MiniModel/README.md at main · xTimeCrystal/MiniModel

🛠️ Setup & Training

1. Install Dependencies

First, install the required packages:

pip install torchao liger_kernel pyarrow tensorboard

💡 Note: torchao and liger_kernel may require a recent version of PyTorch (≥2.3) and a CUDA-enabled environment for optimal performance.

2. Prepare Data

Download all files from this repository.
Place them in a single working directory.
Inside this directory, create a subfolder named 128.
Download the training data (Parquet files) into the 128/ folder:
🔗 TinyCorpus-v2

3. File Structure

Your directory should look like this:

your-training-folder/
├── trainGPT-token.py
├── fast_self_attn_model.py
├── data_utils.py
├── dev_optim.py
└── 128/
    ├── tinycorpus-000-of-128.parquet
    ├── tinycorpus-001-of-128.parquet
    └── ...                            # all shard files

4. Start Training

Run the training script from inside your-training-folder:

python trainGPT-token.py

This will replicate MiniModel with 12 layers, the original model used 24 layers.

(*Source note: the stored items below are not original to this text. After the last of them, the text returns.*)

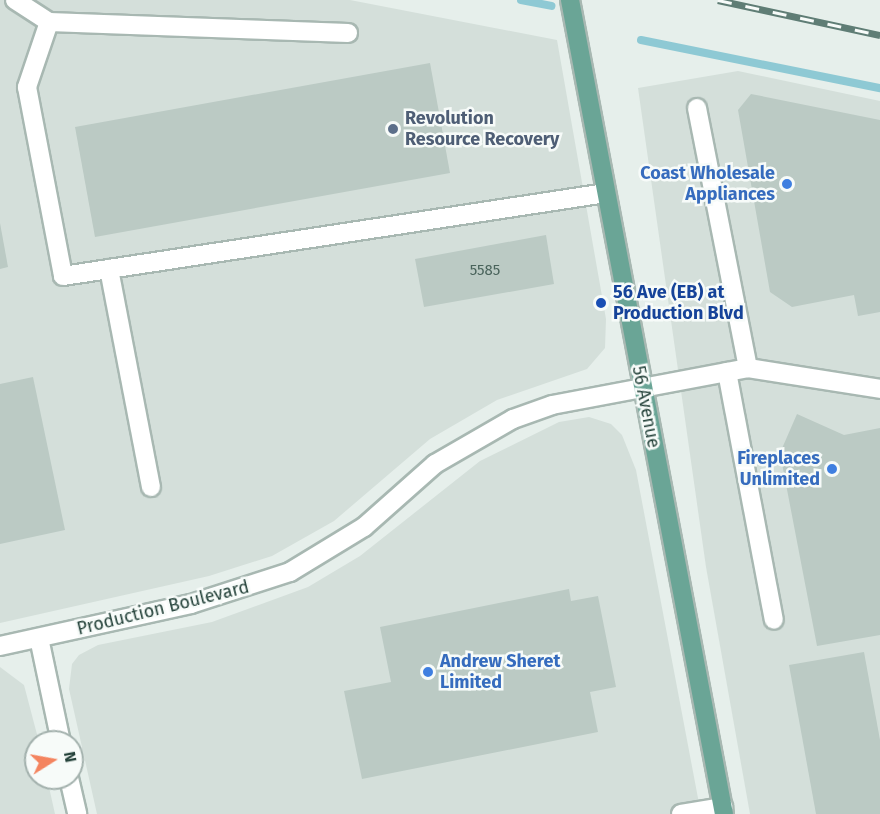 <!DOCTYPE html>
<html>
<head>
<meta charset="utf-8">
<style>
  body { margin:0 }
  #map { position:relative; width:880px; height:814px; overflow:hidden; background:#e6efeb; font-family:"Fira Sans",sans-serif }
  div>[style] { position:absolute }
  .built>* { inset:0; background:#d4dfda }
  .stream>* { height:8px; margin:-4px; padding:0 4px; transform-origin:4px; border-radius:4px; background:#8ec9d4 }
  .building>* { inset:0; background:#bbcac4 }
  .roads { filter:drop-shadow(2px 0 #a8b8b2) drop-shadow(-2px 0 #a8b8b2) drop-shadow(0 2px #a8b8b2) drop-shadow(0 -2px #a8b8b2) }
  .minor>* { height:18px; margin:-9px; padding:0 9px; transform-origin:9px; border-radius:9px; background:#fff }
  .major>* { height:18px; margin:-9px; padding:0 9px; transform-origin:9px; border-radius:9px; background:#6aa596 }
  .rail>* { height:7px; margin-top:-3.5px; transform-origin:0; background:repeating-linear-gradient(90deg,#f7fbf9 0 14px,#5f7d75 0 28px); box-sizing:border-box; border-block:2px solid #5f7d75 }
  .dots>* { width:16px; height:16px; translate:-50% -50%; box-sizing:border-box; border:3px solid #f7fbf9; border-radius:50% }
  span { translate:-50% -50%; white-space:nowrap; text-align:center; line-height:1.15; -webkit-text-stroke:5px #f7fbf9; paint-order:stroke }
  .number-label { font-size:15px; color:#4a645c }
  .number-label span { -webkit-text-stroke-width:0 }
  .service-label { font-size:18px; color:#4e5e75; font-weight:700 }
  .left { translate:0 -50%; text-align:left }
  .shop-label { font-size:18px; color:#366cbe; font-weight:700 }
  .right { translate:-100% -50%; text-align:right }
  .transit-label { font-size:18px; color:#164399; font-weight:700 }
  .street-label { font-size:18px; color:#24423a }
  .north { position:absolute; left:24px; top:730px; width:60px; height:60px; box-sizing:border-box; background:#f7fbf9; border:2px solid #a3b1ad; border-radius:50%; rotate:79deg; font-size:16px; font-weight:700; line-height:24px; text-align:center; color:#24423a }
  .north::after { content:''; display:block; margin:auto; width:21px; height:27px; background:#f4845f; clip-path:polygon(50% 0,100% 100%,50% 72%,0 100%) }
</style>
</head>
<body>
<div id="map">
  <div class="built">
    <i style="clip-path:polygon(0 0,350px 0,557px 40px,606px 319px,605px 348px,587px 369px,497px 400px,430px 439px,334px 521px,272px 556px,209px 576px,0 623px)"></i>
    <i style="clip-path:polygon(738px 71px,880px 101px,880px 814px,750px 814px,706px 567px,638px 88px)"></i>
    <i style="clip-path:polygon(589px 417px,611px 424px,622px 435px,636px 470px,701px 814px,97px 814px,69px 689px,72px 664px,79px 655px,98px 645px,212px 622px,308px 587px,360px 556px,480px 461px,559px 422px)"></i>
    <i style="clip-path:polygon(0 667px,24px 685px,39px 742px,36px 778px,47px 778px,55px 814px,0 814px)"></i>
  </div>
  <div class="stream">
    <i style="left:521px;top:0;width:31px;rotate:11deg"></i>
    <i style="left:641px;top:40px;width:244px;rotate:11.4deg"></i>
  </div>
  <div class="building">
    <i style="clip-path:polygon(430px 63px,450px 173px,95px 237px,75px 127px)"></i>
    <i style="clip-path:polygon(751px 94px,880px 120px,880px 312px,858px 316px,854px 295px,792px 307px,770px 292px,738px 110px)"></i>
    <i style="clip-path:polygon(0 223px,8px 267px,0 269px)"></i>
    <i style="clip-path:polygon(546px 235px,554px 284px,424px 307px,415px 259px)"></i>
    <i style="clip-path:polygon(33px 377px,65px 530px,0 544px,0 384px)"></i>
    <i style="clip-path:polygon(797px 414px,844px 435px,880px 428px,880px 635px,817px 646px,780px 453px)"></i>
    <i style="clip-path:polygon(569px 589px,571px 601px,598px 596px,616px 687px,590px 692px,598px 732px,362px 779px,344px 691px,391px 682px,380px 627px)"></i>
    <i style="clip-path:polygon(864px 652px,880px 740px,880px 814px,816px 814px,789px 665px)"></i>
  </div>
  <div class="roads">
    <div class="minor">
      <i style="left:15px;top:0;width:40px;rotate:32.9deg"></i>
      <i style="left:348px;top:33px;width:299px;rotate:-177.9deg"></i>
      <i style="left:49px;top:22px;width:69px;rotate:108.7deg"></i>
      <i style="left:27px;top:87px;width:192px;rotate:79.2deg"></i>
      <i style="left:63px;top:276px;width:549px;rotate:-8.69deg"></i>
      <i style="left:697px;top:108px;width:265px;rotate:78.9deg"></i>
      <i style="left:109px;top:269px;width:222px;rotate:79.1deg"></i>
      <i style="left:727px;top:372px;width:252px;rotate:79.3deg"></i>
      <i style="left:39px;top:638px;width:106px;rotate:78.1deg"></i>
      <i style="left:0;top:646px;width:196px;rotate:-12.4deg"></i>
      <i style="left:191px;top:604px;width:104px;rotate:-17.9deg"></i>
      <i style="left:290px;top:572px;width:87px;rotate:-31.3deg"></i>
      <i style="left:364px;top:527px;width:95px;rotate:-41.6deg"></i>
      <i style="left:435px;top:464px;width:90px;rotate:-30deg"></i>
      <i style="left:513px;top:419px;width:41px;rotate:-19.7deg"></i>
      <i style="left:552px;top:405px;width:199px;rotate:-10.7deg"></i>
      <i style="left:748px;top:368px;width:134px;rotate:9deg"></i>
      <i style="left:69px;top:778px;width:37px;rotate:77deg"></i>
      <i style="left:681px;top:814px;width:43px;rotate:-9.5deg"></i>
    </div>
    <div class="major">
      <i style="left:570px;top:0;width:828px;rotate:79.29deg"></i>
    </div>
  </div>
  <div class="rail">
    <i style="left:718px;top:0;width:166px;rotate:12.2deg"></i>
  </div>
  <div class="dots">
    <i style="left:393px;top:129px;background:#5c6f8a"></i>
    <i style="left:787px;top:184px;background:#3f7fe0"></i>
    <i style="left:601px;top:303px;background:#1a4fb4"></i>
    <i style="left:832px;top:469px;background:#3f7fe0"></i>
    <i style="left:428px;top:672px;background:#3f7fe0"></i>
  </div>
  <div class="number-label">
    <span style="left:485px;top:271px">5585</span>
  </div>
  <div class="service-label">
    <span class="left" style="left:405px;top:129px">Revolution<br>Resource Recovery</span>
  </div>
  <div class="shop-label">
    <span class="right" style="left:775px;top:184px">Coast Wholesale<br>Appliances</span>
    <span class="right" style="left:820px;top:469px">Fireplaces<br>Unlimited</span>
    <span class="left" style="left:440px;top:672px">Andrew Sheret<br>Limited</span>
  </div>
  <div class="transit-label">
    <span class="left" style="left:613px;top:303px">56 Ave (EB) at<br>Production Blvd</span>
  </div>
  <div class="street-label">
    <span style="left:646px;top:407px;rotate:79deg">56 Avenue</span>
    <span style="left:163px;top:608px;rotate:-14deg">Production Boulevard</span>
  </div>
  <div class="north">N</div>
</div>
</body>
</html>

Please change 'layers': 24 in trainGPT-token.py if you wish to replicate the original model.

By default, the script logs training loss and other metrics to a directory called runs/ using PyTorch’s SummaryWriter.

5. Monitor Training with TensorBoard

While training is running (or after it finishes), launch TensorBoard to visualize the loss curve:

tensorboard --logdir=runs

Then open your browser and go to:
👉 http://localhost:6006

You’ll see a real-time plots of the training loss (refreshes every 30s).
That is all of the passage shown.